Sarah Morris has characterised herself as a professional trespasser. She has gathered material for her films from, The Beijing Olympics, Rio Carnival, The Academy Awards and Bill Clinton’s office at the White House, for example. In the film Strange Magic (2014) the viewer is taken into renowned architect Frank Gehry’s office and a French luxury brand’s secret perfume factory. The fact that she is an artist helps the trespasser. “Art is a passport that is accepted everywhere,” Morris says.
Morris makes films and paintings side by side. Her films are collages of sorts where the original soundtrack has been replaced with electronic music. The paintings are divided into sizable murals, abstract fabrics and drawings marked by cool dynamic geometry, normally laid out on a cult movie poster.
The roots of Morris’s art lie in European modernism, brought into this age with today’s digital technology. The works, combining films and paintings, often suggest a particular city. Common starting points include local architecture and the impulses of other visual milieu, combined with the intruder-observer’s perceptions of the psychic essence of these cities. Morris describes herself as being interested in “urban, social and bureaucratic typologies.”
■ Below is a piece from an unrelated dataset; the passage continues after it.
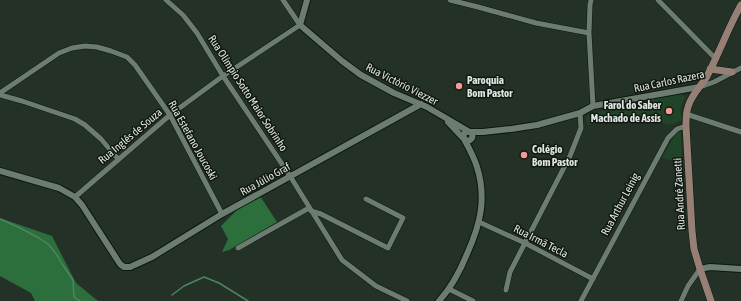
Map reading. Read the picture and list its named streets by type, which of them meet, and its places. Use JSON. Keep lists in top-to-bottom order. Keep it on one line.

While Morris’s art lays claim to the modernistic history of architecture and visual arts, she critically examines the wrecking of modernism’s ideals and the consequences this has on society. Modernism gave us an abundance of good and beautiful, which Tapiola is an attest to in many ways, starting with the WeeGee house. But it also left us with a legacy of anonymous glass and steel architecture laden with the logos of global corporations – one that rules the sea landscape in Keilaniemi and Ruoholahti.